Sir Edward Downes was once the BBC Philharmonic’s main conductor. His wife, Lady Joan Downes, 11 years younger, had been a ballet dancer. At 85, Sir Edward had lost his sight and hearing, and his wife had developed cancer. As euthanasia was against the law in Britain, Downes sought help from the Swiss organisation Dignitas. They were the first clients of Ludwig Minelli, a lawyer and the organisation’s founder. A villa overlooking picturesque Lake Pfäffikon, east of Zurich, awaits volunteers ready to commit suicide there. Although the price for such a service is not negligible (6,400 euros, cremation included), demand has quickly exceeded the technical capacities of this "entrepreneur".

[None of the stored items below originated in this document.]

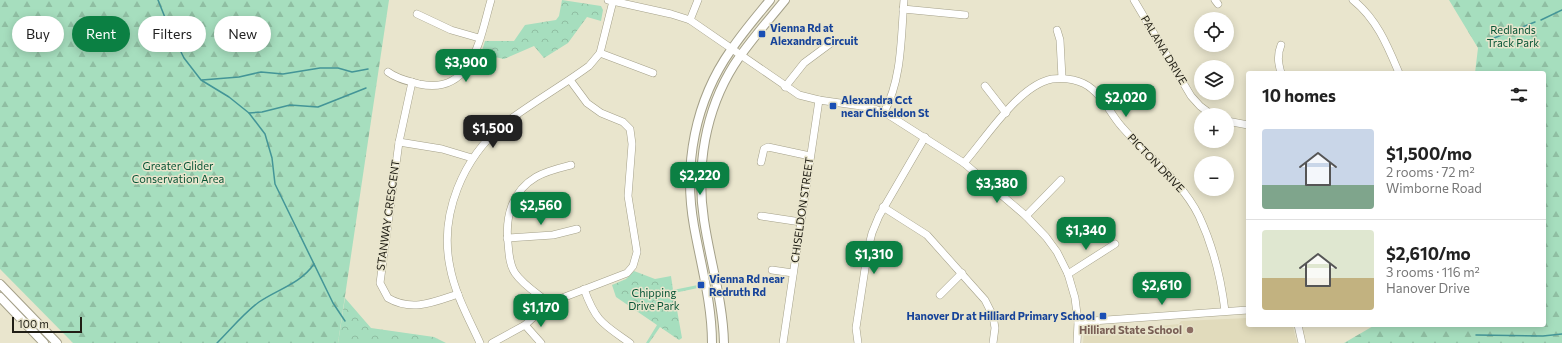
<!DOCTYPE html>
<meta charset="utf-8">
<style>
:root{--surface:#fff;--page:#f6f6f6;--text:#222;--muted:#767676;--line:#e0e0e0;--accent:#0b8043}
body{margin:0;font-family:Commissioner,sans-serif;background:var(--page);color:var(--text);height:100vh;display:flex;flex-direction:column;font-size:15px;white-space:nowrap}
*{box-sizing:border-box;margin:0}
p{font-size:13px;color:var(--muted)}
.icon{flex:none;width:22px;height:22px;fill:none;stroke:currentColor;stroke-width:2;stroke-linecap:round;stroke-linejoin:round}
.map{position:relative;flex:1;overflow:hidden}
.side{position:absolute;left:1246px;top:71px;width:300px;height:256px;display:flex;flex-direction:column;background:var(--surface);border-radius:4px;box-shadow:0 2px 10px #0003}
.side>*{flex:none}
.hud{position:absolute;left:12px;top:16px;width:380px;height:36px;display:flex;gap:8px}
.tools{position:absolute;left:1194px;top:12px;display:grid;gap:8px}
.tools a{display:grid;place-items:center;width:40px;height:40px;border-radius:50%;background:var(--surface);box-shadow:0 2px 10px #0003;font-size:20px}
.scale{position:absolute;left:12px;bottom:10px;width:70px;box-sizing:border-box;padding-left:4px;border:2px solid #201e15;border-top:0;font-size:11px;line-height:14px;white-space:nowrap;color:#201e15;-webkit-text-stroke:3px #e9e5cd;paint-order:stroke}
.price{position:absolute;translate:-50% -34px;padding:0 9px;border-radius:8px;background:var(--accent);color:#fff;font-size:13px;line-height:26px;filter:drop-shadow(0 1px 2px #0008)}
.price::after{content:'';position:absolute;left:50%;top:24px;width:12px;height:9px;margin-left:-6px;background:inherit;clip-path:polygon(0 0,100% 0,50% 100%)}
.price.current{background:#222;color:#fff}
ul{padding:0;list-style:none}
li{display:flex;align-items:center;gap:12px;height:100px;padding:0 16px}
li+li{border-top:1px solid var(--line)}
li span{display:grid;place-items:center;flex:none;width:112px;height:80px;border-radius:4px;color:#555}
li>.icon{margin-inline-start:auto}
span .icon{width:48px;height:48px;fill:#fffc;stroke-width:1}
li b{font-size:17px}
h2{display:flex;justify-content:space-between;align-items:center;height:48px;padding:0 16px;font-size:17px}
.pill{padding:0 14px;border-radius:18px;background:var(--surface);box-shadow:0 2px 10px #0003;font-size:14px;line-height:36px}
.pill.current{background:var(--accent);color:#fff}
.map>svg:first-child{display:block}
</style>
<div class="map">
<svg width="1562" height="343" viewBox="0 0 1562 343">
<defs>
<pattern id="forest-firs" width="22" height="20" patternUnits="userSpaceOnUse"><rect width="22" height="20" fill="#a6debe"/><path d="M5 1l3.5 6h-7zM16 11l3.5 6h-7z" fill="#8fbea2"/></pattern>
<pattern id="park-crowns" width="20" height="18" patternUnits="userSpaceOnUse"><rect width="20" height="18" fill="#a6debe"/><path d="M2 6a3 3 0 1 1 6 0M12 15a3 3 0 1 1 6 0" fill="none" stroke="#8fbea2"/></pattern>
</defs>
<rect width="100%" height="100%" fill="#e9e5cd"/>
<polygon fill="#e1dbbc" points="1248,318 1248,325 1290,325 1293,327 1297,343 1083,343 1084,333 1089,328 1131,329 1179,324 1181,321"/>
<g fill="url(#forest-firs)">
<polygon points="0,0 389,0 338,343 73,343 0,269"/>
<polygon points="1449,0 1562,0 1562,343 1344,343 1375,325 1544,325 1544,73 1475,73 1478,48"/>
</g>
<g fill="url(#park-crowns)">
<polygon points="562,0 601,6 603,10 601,21 587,17 568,43 544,58 534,46 504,59 481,54 485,41 514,41 525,25 556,20 559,16"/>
<polygon points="634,271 655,279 671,276 673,290 698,285 698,288 674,293 682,338 679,340 660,327 649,343 646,343 657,325 616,297 612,285 626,279"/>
<polygon points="345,298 371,328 434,337 446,343 338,343"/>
</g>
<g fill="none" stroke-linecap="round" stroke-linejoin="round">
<g stroke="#439597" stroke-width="1.5">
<polyline points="158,0 170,30 184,58 201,80 229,97 249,113 265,134 272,158 275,184 333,303 345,321"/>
<polyline points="1541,20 1562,10"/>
<polyline points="1494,38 1535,22"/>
<polyline points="202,80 239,77 261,72 283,74 320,68 338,68 352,72 368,69"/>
<polyline points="249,113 262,112 290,105 318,107 366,88"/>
<polyline points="1476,335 1543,336 1562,334"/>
<path d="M 217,343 C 231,329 244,313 259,302 C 278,289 300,284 314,264"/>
</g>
<defs>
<g id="minor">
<polyline points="608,0 671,14 690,20 799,95 819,100 868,107 884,112 964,163 1026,216 1046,237 1057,252 1068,274 1075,298 1078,322 1077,343"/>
<polyline points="1134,0 1191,96 1200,106 1212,115"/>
<polyline points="1215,0 1218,4"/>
<path d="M 1353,0 C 1377,19 1388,47 1399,73"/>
<polyline points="903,9 965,15"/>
<polyline points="417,14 451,30 479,38"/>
<polyline points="690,20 698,0"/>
<polyline points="1057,30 1060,40 1062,78"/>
<polyline points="600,53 653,73"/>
<path d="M 388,72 C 397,79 408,81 419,84 C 473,96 480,37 491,0"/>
<path d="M 1281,73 C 1278,62 1277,55 1281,45"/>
<path d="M 412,82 L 399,142 L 380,283 L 388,298 C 412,312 434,302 458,294"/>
<polyline points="985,86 1006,113"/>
<polyline points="785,87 804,63 831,43"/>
<path d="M 884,112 C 902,80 901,36 904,0"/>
<polyline points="1227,121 1248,125"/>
<polyline points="399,142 442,149 472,158"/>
<polyline points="761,162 764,149 768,147 810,156"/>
<path d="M 964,163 C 986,138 1019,85 1052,79 C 1065,77 1082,80 1092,89 C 1105,99 1111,115 1122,127 C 1147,156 1182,181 1199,216 C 1213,246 1221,278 1225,311"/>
<polyline points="883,207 927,235 985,300 993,316 995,328 993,343"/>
<polyline points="761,216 801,222"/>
<polyline points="1026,216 1061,180"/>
<polyline points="507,238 553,235 577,229"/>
<polyline points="772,270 793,273"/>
<polyline points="1068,274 1115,244"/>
<path d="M 584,289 C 596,322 603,324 630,343"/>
<polyline points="940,295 962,273"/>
<path d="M 549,303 C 538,294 523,285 515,273 C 509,264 509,253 508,243 C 505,217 512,191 536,177 C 546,171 559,168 571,165"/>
<polyline points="1078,322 1248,310"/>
<polyline points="525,325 541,343"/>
<polyline points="1298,325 1302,343"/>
<path d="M 480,343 C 469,319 455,294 450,267 C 439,214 463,158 504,124 C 531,103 562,86 589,66 L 600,53 L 613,1"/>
<polyline points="492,343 525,325 549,303 627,273 633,266 637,252 628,196 632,144 630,129 623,122 601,113 587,103 570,80"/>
<polyline points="783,343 819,100"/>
<polyline points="858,343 856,328 868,249 872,233 879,216 925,137"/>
</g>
<g id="major">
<polyline points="0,284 57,343"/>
<polyline points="0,297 44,343"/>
<path d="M 712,343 C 712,304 701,265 694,226 C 683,165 695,101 731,50 C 743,32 757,16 770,0"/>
<path d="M 724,343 C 723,301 710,261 704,220 C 696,167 705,111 734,65 C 749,42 768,21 785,0"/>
</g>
</defs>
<use href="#minor" stroke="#a4a089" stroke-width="8"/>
<use href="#major" stroke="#a4a089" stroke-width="10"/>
<use href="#minor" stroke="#fff" stroke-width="7"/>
<use href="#major" stroke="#fff" stroke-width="8"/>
</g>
<g fill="#1a4fb4" stroke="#e9e5cd" stroke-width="1.5">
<rect x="758" y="30" width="8" height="8" rx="2"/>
<rect x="829" y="102" width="8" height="8" rx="2"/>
<rect x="697" y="281" width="8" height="8" rx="2"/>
<rect x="1099" y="312" width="8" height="8" rx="2"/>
</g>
<circle fill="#8d6e63" stroke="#e9e5cd" stroke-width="1.5" cx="1190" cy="330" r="4"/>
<g text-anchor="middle" stroke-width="3" stroke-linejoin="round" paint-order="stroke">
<g font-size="11" font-weight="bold" fill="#164399" stroke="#e9e5cd" text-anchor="start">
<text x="770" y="32">Vienna Rd at<tspan x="770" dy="13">Alexandra Circuit</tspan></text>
<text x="841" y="104">Alexandra Cct<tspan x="841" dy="13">near Chiseldon St</tspan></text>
<text x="709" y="283">Vienna Rd near<tspan x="709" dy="13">Redruth Rd</tspan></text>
<text x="1095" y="320" text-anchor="end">Hanover Dr at Hilliard Primary School</text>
</g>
<g font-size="11" fill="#075435" stroke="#e9e5cd">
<text x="1513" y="34">Redlands<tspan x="1513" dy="13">Track Park</tspan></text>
<text x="178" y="170">Greater Glider<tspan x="178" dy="13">Conservation Area</tspan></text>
<text x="654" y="297">Chipping<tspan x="654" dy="13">Drive Park</tspan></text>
</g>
<g font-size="11" fill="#201e15" stroke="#e9e5cd">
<text transform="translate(1164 50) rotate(59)" y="4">PALANA DRIVE</text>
<text transform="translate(1156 163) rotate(46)" y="4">PICTON DRIVE</text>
<text transform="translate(802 210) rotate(-82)" y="4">CHISELDON STREET</text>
<text transform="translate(388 215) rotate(-82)" y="4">STANWAY CRESCENT</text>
</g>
<g font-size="11" font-weight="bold" fill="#785e54" stroke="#e9e5cd" text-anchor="end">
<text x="1182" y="334">Hilliard State School</text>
</g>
</g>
</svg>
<div class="tools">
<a><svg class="icon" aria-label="locate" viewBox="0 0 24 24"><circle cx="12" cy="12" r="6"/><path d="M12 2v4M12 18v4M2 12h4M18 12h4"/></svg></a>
<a><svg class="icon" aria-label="layers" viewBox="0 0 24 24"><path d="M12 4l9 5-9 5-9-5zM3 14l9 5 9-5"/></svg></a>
<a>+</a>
<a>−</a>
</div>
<div class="scale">100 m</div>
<b class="price" style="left:466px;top:83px">$3,900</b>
<b class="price" style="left:1126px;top:118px">$2,020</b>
<b class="price current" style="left:493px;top:149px">$1,500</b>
<b class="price" style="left:700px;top:196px">$2,220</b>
<b class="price" style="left:997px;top:204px">$3,380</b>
<b class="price" style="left:541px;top:226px">$2,560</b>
<b class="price" style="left:1086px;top:251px">$1,340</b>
<b class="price" style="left:874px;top:275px">$1,310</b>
<b class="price" style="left:1162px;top:306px">$2,610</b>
<b class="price" style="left:541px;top:328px">$1,170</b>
<div class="hud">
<a class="pill">Buy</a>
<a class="pill current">Rent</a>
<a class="pill">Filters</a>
<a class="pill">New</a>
</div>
<section class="side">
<h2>10 homes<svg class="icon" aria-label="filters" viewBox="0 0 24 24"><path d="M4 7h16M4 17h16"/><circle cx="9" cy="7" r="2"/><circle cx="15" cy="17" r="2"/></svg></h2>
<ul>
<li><span style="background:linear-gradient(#c9d6e8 70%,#7fa58c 0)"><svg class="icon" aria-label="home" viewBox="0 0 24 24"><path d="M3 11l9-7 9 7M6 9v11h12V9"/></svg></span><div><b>$1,500/mo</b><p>2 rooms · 72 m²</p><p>Wimborne Road</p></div></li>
<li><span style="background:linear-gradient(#dfe7d0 60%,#c2b280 0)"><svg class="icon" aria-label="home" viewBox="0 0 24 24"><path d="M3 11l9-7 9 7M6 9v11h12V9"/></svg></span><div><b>$2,610/mo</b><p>3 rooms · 116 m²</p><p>Hanover Drive</p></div></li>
</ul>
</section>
</div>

Ease the finances of the health system
Euthanasia is legal in Switzerland. For possible inspections, however, those who carry out the euthanasia must produce a video recording demonstrating that the persons concerned have made the decision to die by themselves. Most Swiss people accept assisted dying, but there are also those who do not want their country’s landscape marred by a steady stream of funeral caravans from all over Europe.
However, recent detractors have lost their battle with the business of death. Faced with a steady increase in demand for such services, legislators and policymakers are increasingly being forced to give way. With legislation already in force since 2001, the Netherlands set the stage for euthanasia in Europe. The number of people who die on demand in Benelux is currently estimated at between 3,000 and 4,000 per year. To legalise assisted death, Luxembourg amended its constitution. Almost all the countries of western Europe tolerate passively-assisted dying.
For some, lurking behind this trend is a desire "to ease the finances of the health system." In the Netherlands, the instrumentalisation of death can now be symbolised by a single digit: 4. This is the average number of minutes required by physicians to make the decision to hasten death, while nearly a quarter of the killings were performed without the consent of the patient. The Guardian, which has looked into the 114 cases of British parties who went to Switzerland to commit suicide, found clear evidence that many of them had a chance to cure their illnesses and live in dignity.